Yeah I'm not making a 49th account to play a game I bought with my steam account. That's just another attack vector for me to deal with. Especially when I've been playing on my steam account just fine. Not to mention, my PSN credentials have already been hacked from PlayStation once before after the account was banned. Someone was trying to login to it. So why the fuck would I trust them a second time? Its just more data to leak that's mine.
FWIW, no need for it to be an attack vector if you just use one of those throwaway email services to sign up for a PSN account you'll never use anywhere else.
And sony could mandate that the email be a real email, and if you get caught the account gets banned.
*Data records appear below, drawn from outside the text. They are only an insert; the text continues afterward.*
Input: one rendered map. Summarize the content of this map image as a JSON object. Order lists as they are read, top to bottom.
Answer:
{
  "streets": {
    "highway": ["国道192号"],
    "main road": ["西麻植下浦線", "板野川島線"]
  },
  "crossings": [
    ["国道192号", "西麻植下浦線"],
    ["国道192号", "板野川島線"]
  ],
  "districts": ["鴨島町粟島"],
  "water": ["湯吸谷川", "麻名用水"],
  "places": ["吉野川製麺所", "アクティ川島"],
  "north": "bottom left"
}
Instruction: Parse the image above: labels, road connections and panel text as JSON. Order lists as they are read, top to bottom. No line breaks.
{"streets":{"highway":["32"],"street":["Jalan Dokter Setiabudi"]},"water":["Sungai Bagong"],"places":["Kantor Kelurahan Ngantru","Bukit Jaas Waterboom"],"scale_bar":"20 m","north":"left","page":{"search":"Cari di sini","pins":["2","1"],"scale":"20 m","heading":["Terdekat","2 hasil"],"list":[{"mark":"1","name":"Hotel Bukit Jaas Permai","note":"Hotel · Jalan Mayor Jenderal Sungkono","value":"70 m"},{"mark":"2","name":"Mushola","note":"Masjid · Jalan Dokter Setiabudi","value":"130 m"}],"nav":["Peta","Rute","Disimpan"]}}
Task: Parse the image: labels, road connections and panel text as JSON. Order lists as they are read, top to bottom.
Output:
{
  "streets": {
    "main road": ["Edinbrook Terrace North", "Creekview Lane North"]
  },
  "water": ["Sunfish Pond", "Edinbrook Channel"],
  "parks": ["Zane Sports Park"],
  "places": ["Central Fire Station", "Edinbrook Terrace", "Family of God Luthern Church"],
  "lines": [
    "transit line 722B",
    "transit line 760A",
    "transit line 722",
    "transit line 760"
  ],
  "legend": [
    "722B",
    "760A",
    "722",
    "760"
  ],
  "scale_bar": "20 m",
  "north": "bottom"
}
Congrats, now you invented a game of whack a mole!
Could just make a throwaway account with Gmail, Yahoo, Hotmail, what have you, then. No real/personally identifiable information attached.
Not saying I agree at all with what Sony is doing, but anyone who is concerned about their email/personal information getting leaked by something they didn't want to sign up for, there are options to protect yourself.
@Stovetop@bitfucker why should people accept it though? They could play just fine without, why should they accept having to create an additional account and having to log into it every time they play the game? Of theres no shitstorm, this wont stop and might be done by other studios/publishers too
I am just saying, if the concern is about putting your email on another service, then don't put your email. You can use a throwaway one if you just want to get through it and play, or if it's a matter of principle and you don't want to, that's cool too.
Just offering my 2 cents on keeping personal information safe on the web. It's often unsafe to put all your eggs in one basket and email is no exception, so having some "burner accounts" on hand can help.